To Our Shareholders,

For the quarter ended March 31, 2019, the net asset value (NAV) per Class AAA Share of The Gabelli Asset Fund increased 11.3% compared with an increase of 13.7% for the Standard & Poor's (S&P) 500 Index. Other classes of shares are available. See page 2 for additional performance information for all classes.

First Quarter Commentary

What a difference a quarter makes.

Just three months ago, the stock market finished 2018 with one of the worst Decembers on record. Mr. Market had a lot to worry about: slowing global growth, an escalating trade war between the U.S. and China, and rising interest rates, which have the effect of lowering the multiple investors are willing to pay for the earnings or cash flows generated by public companies.

Fast forward to now, and we have slowing but still-robust economic conditions, especially in the U.S., where unemployment sits near historic lows. Conventional wisdom is that the U.S. will eventually come to some form of a trade agreement with China. Perhaps most important, the Federal Reserve made an about-face on its tightening stance. Chairman Powell recently said the next move in rates could be either down or up depending on the data. As a consequence, the U.S. 10 Year Treasury, which yielded over 3.2% at one point in the fourth quarter of 2018, yielded less than 2.4% at one point in the first quarter of 2019.

This combination of the sky not actually falling and the Federal Reserve changing course so quickly led to an extraordinary quarter for the stock market. U.S. stocks posted the best quarterly return since 2009 and the best first quarter since 1998. The gains were broad based, as all S&P 500 sectors exceeded five percent for the quarter. Small capitalization stocks and economically-sensitive industrials - which were the hardest hit in the fourth quarter - were among the best performers.

The first quarter also saw the tenth anniversary of the S&P 500's intraday bear market low of 666 in 2009 that marked the end of the Global Financial Crisis. This serves as a reminder that, while Mr. Market is in a far better mood now than around the 2018 holidays, risks always remain. Our time-tested methodology of seeking businesses trading at discounts to Private Market Value with catalysts to surface value has served us well through both up and down markets in the past, and we expect it to again in the future.

Deals, Deals & More Deals

Global merger and acquisition activity was $959 billion in the first quarter. While this marked an 18% decline from last year's record $1.2 trillion in the first quarter, it is still the fourth largest opening quarter for M&A activity since records began in 1980. With market rates significantly lower, the Fed no longer tightening, and the trade/global growth scare of last year seemingly behind us, we believe we are again in an environment that should be constructive for M&A activity.

Investment Scorecard

Top contributors to performance during the quarter included Ametek (2.5% of net assets as of March 31, 2019) (+23%), which posted strong fourth quarter results in both its Electronic Instruments Group and Electromechanical Group, and increased its share buyback authorization by $500 million; Swedish Match (1.8%) (+30%), which reported a strong fourth quarter, driven by its snus and tobacco-free ZYN products; Genuine Parts Company (1.9%) (+18%), which reported strong results and announced two acquisitions: Axis, which expands its capabilities in industrial plant floor automation, and PartsPoint, a leading automotive parts distributor in the Benelux countries in Europe; Mastercard (1.4%) (+25%), which again benefited from continued payments growth across all its regions globally; and Honeywell (1.4%) (+21%), which reversed its share price decline from the fourth quarter of 2018 as concerns about a global economic slowdown and trade tensions abated.
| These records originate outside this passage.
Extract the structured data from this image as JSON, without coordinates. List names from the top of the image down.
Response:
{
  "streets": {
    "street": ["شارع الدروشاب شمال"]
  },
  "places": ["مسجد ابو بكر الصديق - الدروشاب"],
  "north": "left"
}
Detractors from performance included Sony (1.5%) (-13%), which declined amid concerns about the prospects of its video game console business as well as negative trends for iPhones (of which it is a component supplier) in China, though after the quarter it was reported that activist investor Third Point had taken a stake in the company; Kikkoman (0.9%) (-9%), which experienced a decline in sales in its Soy Sauce division; CVS Health (0.3%) (-17%), which suffered from reimbursement pressures in its core retail pharmacy business and challenges with its Omnicare acquisition; and Evolent Health (0.1%) (-37%), which faces a challenging start to 2019 due to issues at two clients, one which faced a steep Medicaid rate cut that threatened to put them out of business (which has since been reversed), and another that was acquired and the buyer took Evolent's services in-house.

Let's Talk Stocks

The following are stock specifics on selected holdings of our Fund. Favorable earnings prospects do not necessarily translate into higher stock prices, but they do express a positive trend that we believe will develop over time. Individual securities mentioned are not necessarily representative of the entire portfolio. For the following holdings, the share prices are listed first in United States dollars (USD) and second in the local currency, where applicable, and are presented as of March 31, 2019.
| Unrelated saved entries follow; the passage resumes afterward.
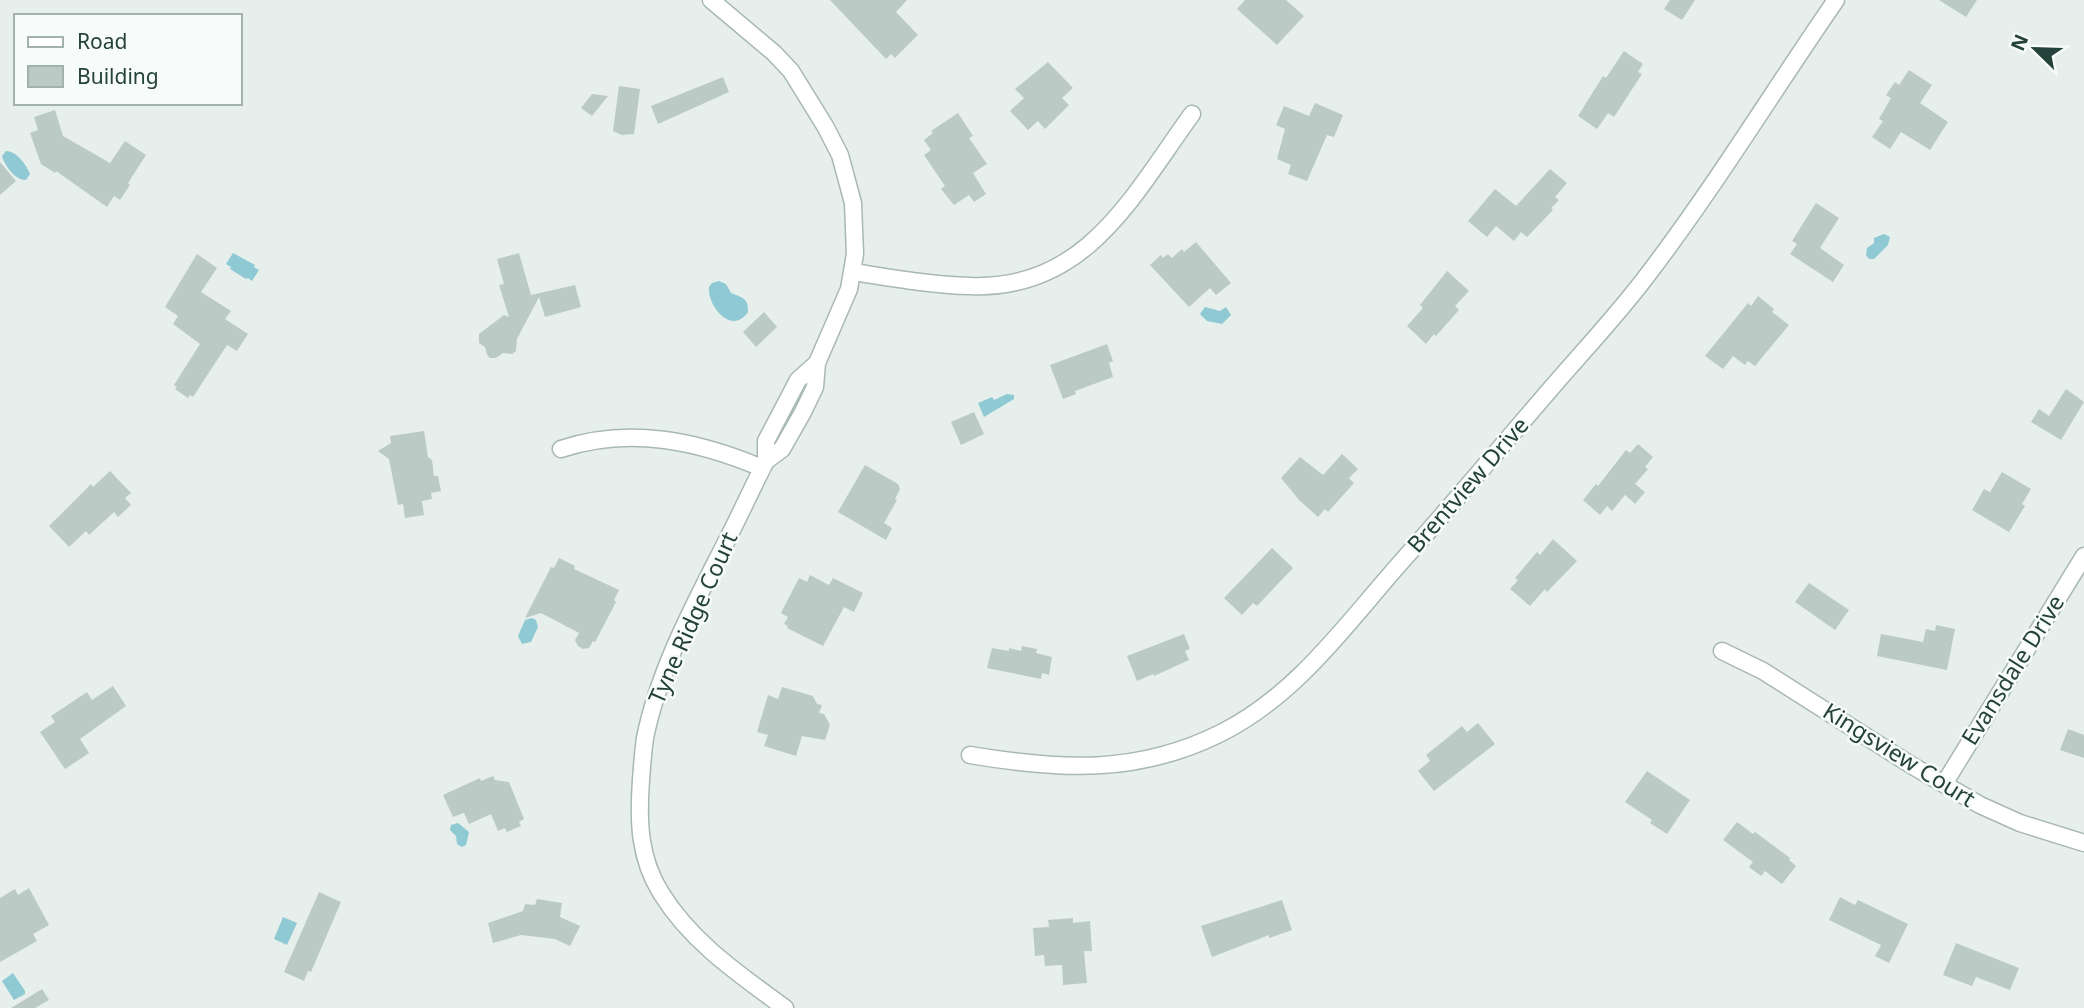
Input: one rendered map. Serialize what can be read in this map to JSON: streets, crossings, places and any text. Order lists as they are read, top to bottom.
{
  "streets": {
    "street": [
      "Brentview Drive",
      "Tyne Ridge Court",
      "Evansdale Drive",
      "Kingsview Court"
    ]
  },
  "crossings": [
    ["Evansdale Drive", "Kingsview Court"]
  ],
  "legend": ["Road", "Building"],
  "north": "top left"
}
American Express Co. (NYSE:AXP) (1.2% of net assets as of March 31, 2019) (AXP - $109.30 - NYSE) is the largest closed loop credit card company in the world. The company operates its eponymous premiere branded payment network and lends to its largely affluent customer base. As of December 2018, American Express has 114 million cards in force and nearly $82 billion in loans, while its customers charged $1.2 trillion of spending on their cards in 2018. The company's strong consumer brand has allowed American Express to enter the deposit gathering market as an alternate source of funding, while the company's affluent customers have picked up spending. Longer term, American Express should capitalize on its higher spending customer base and continue to expand into other payment related businesses, such as corporate purchasing, while also growing in emerging markets. Similarly, the company is looking at the growing success of social media as an opportunity to expand its product base and payment options.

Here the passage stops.